Narices con una dignidad absurda en un ser como él dijo:

—Si el amo tuviera la bondad de escucharme un poco le contaría algunos detalles de esta historia.

—Cuenta, pues. Pero ligero, porque tengo que hacer.

—Empezó hace veinte años en la capital de Capadocia, Erzincan. Ella era ciertamente una princesa turca, la hija del rey Kiliy, y yo no era más que un pastor de caballos del rey. Ni él ni ella lo sabían, probablemente, porque yo era solamente uno de los muchos mozos de establo que veían cuando pedían una montura o un vehículo. Pero yo la veía, y entonces como ahora la veneré mudamente desde lejos. Como es lógico nada hubiese sucedido. Excepto que Alá hizo que ella y yo cayéramos en poder de unos bandidos árabes…

—Por favor, Narices, ¡no! —le supliqué —. No me vengas con otra historia de tu heroísmo. Por hoy ya he reído bastante.

—No me detendré en el episodio del secuestro. Baste decir que la princesa tuvo motivos para verme, y que me miró con ojos apasionados. Pero cuando conseguimos escapar de los árabes y volver a Erzincan, su padre me premió con un cargo más alto a su servicio y me envió al campo a considerable distancia del palacio.

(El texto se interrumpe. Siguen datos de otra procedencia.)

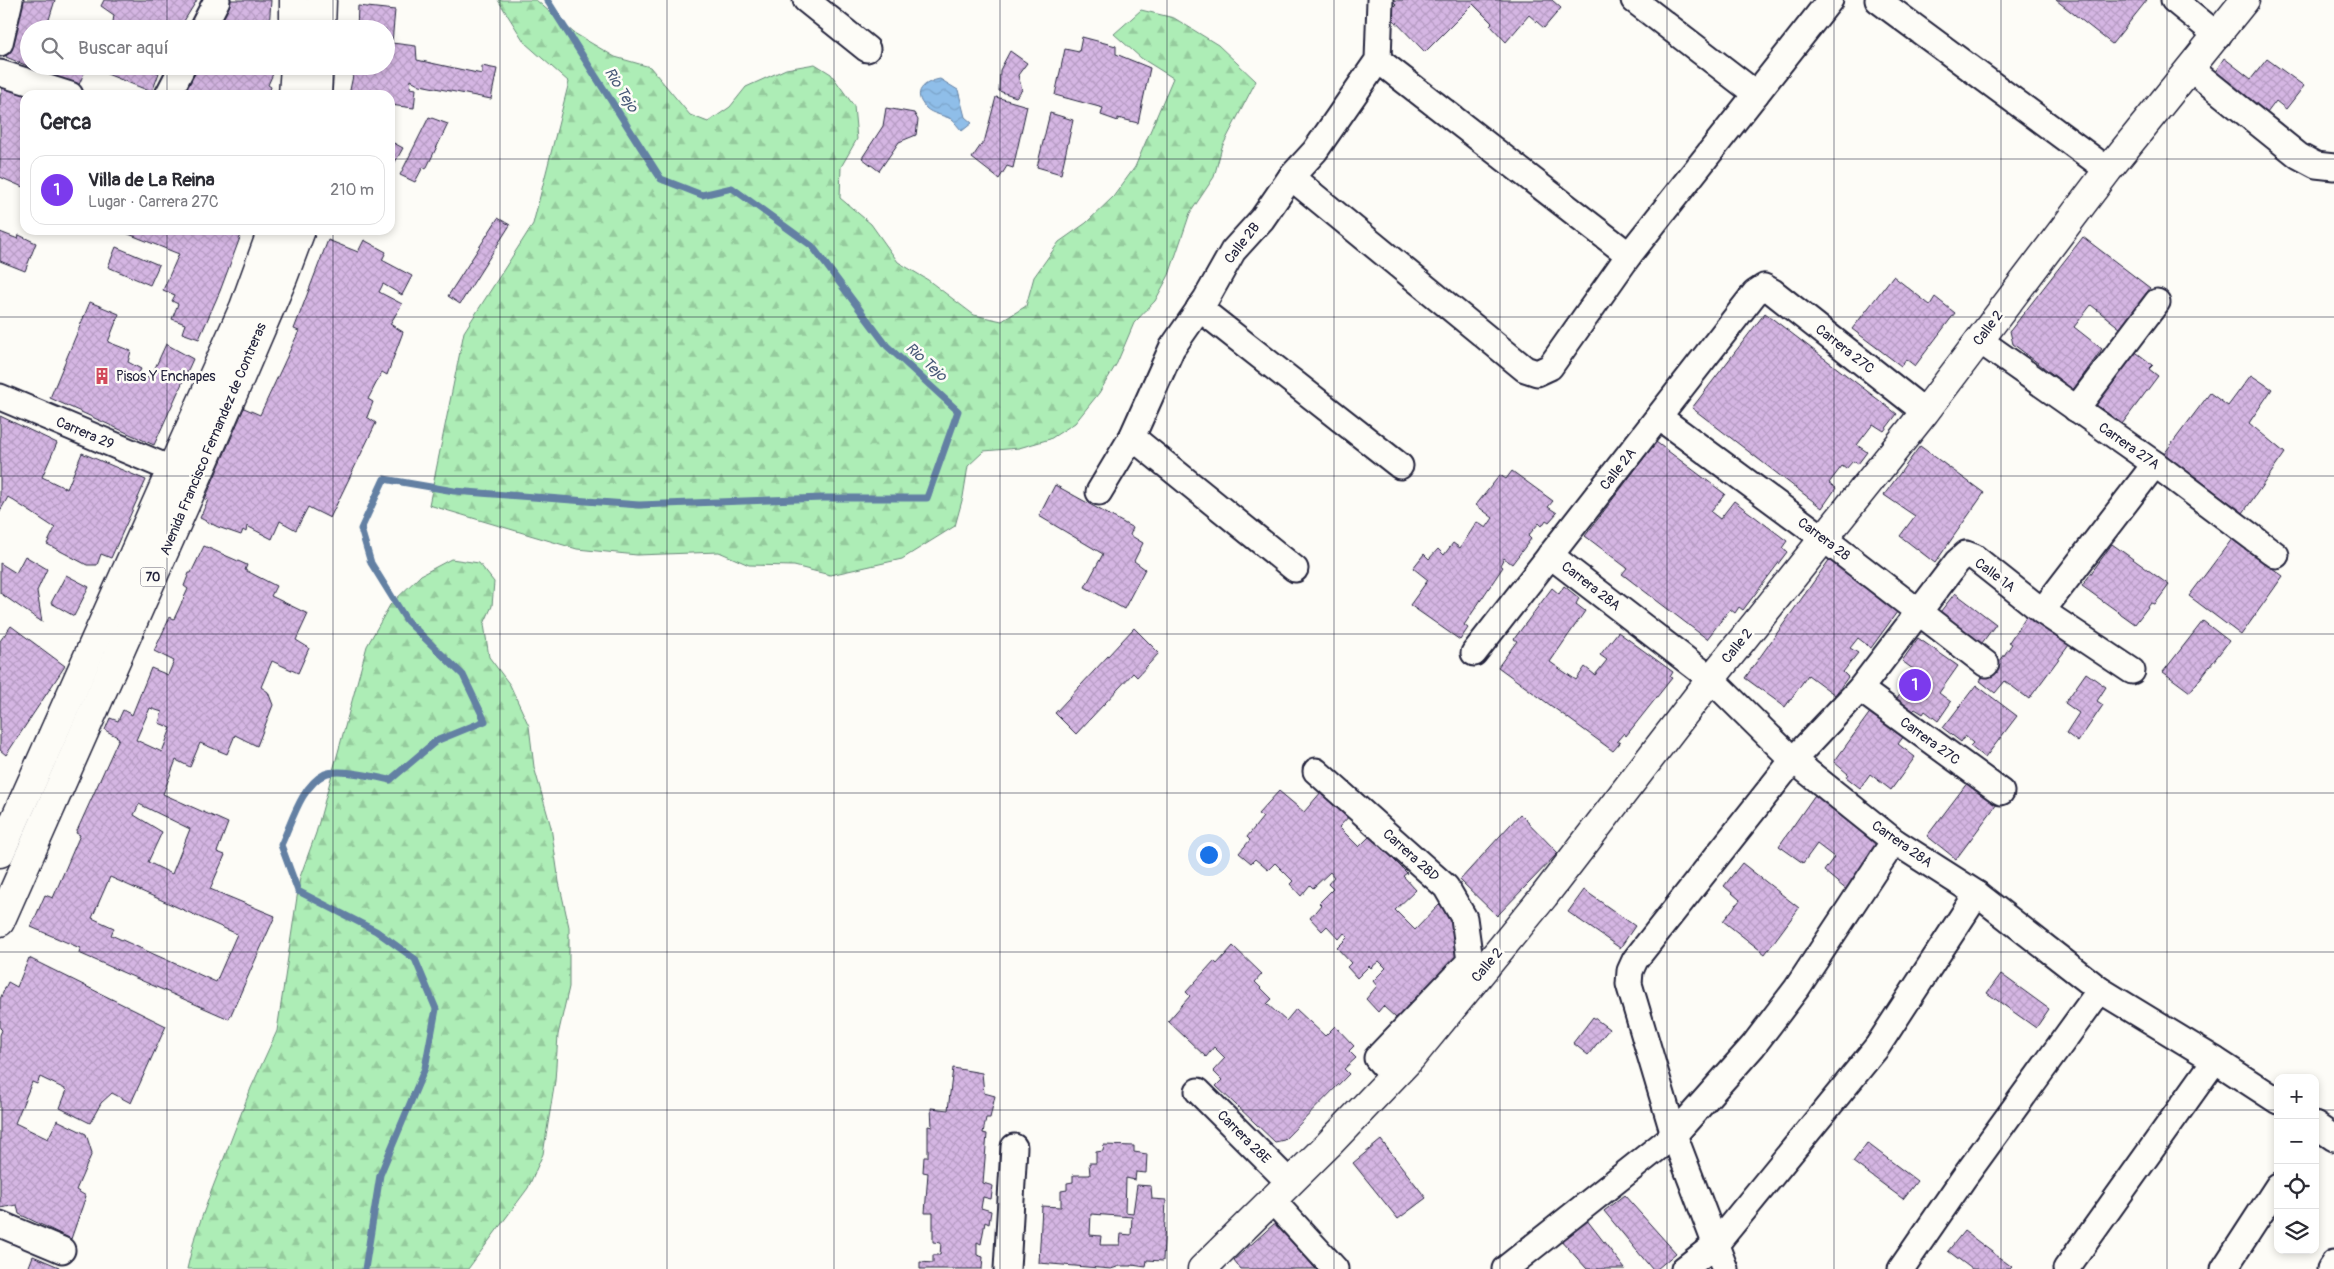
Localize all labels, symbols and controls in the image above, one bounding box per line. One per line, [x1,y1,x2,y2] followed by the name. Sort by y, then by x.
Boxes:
[20,20,395,75] search box
[38,34,66,62] icon: search
[78,36,169,60] text: Buscar aquí
[600,64,643,117] water label: Rio Tejo
[40,109,91,136] text: Cerca
[88,168,215,192] text: Villa de La Reina
[54,180,60,200] text: 1
[330,180,374,200] text: 210 m
[88,192,219,212] text: Lugar · Carrera 27C
[1221,219,1263,267] street label: Calle 2B
[1969,307,2007,349] street label: Calle 2
[156,320,270,558] street label: Avenida Francisco Fernandez de Contreras
[1812,321,1878,378] street label: Carrera 27C
[901,339,951,386] water label: Rio Tejo
[92,366,112,386] building icon: Pisos Y Enchapes
[116,368,216,385] place label: Pisos Y Enchapes
[53,413,117,453] street label: Carrera 29
[2095,419,2163,473] street label: Carrera 27A
[1596,445,1640,493] street label: Calle 2A
[1794,514,1854,564] street label: Carrera 28
[1971,554,2019,596] street label: Calle 1A
[1558,558,1624,614] street label: Carrera 28A
[140,568,166,586] road number: 70
[1718,625,1756,667] street label: Calle 2
[1899,666,1931,704] pin: 1
[1897,713,1964,769] street label: Carrera 27C
[1868,817,1936,871] street label: Carrera 28A
[1379,825,1443,885] street label: Carrera 28D
[1196,842,1222,868] your location
[1468,944,1506,986] street label: Calle 2
[2274,1074,2319,1254] map controls
[2274,1074,2319,1119] button: +
[1214,1107,1274,1167] street label: Carrera 28E
[2274,1119,2319,1164] button: −
[2274,1164,2319,1209] button: locate
[2274,1209,2319,1254] button: layers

—Esto —murmuré —, me lo creo.

—Y por desgracia caí de nuevo en manos de merodeadores. Mercaderes turcos de esclavos en esta ocasión. Se me llevaron y no volví a ver Capadocia ni a la princesa. Intenté recoger todos los rumores relativos a aquella parte del mundo, y nunca oí que se casara, por lo que guardaba todavía un pequeño motivo de esperanza. Pero luego me enteré de la matanza masiva de esta familia real selyúcida y supuse que había muerto con los demás. Si yo hubiese estado todavía en el palacio cuando esto sucedió, quizás hubiese podido…

—Por favor, Narices.

—Sí, mi amo. Bueno, si Mar-Yanah había muerto, ya no me importaba mi destino. Yo era un esclavo, la forma de vida más baja, y por lo tanto sería la forma de vida más baja. Soporté todo tipo de humillaciones, sin importarme. Provoqué las humillaciones. Empecé incluso a humillarme yo mismo. Me revolqué en la humillación. Quería ser lo peor del mundo, porque había perdido lo mejor. Me convertí en un desgraciado, en un ser degradado y despreciable. No me importó perder mi belleza, mi respeto personal y el respeto de los demás. No me hubiese importado incluso perder mis partes vítales, pero por motivos que ignoro, ninguno de mis numerosos amos pensó nunca en convertirme en un eunuco. Continuaba siendo un hombre, pero ya no tenía esperanzas de amor, y me abandoné a la lujuria. Tomé cualquier persona o cualquier cosa accesible a un esclavo, y la mayoría son cosas viles. Así era cuando vos me encontrasteis, amo Marco, y así

continué siendo.

—Hasta ahora —dije —. Permíteme que acabe yo, Narices. Ahora aquel amor tanto tiempo perdido ha vuelto a entrar en tu vida. ¿Vas a cambiar ahora?

Él me sorprendió diciendo:

—No. No mi amo, demasiados hombres han dicho esto con demasiada frecuencia. Sólo un imbécil puede creer tal cosa. Voy a decir únicamente que sólo deseo cambiar para volver atrás. Para volver a lo que era antes de ser… este Narices. Me quedé mucho rato mirándole, y me lo pensé mucho antes de hablar.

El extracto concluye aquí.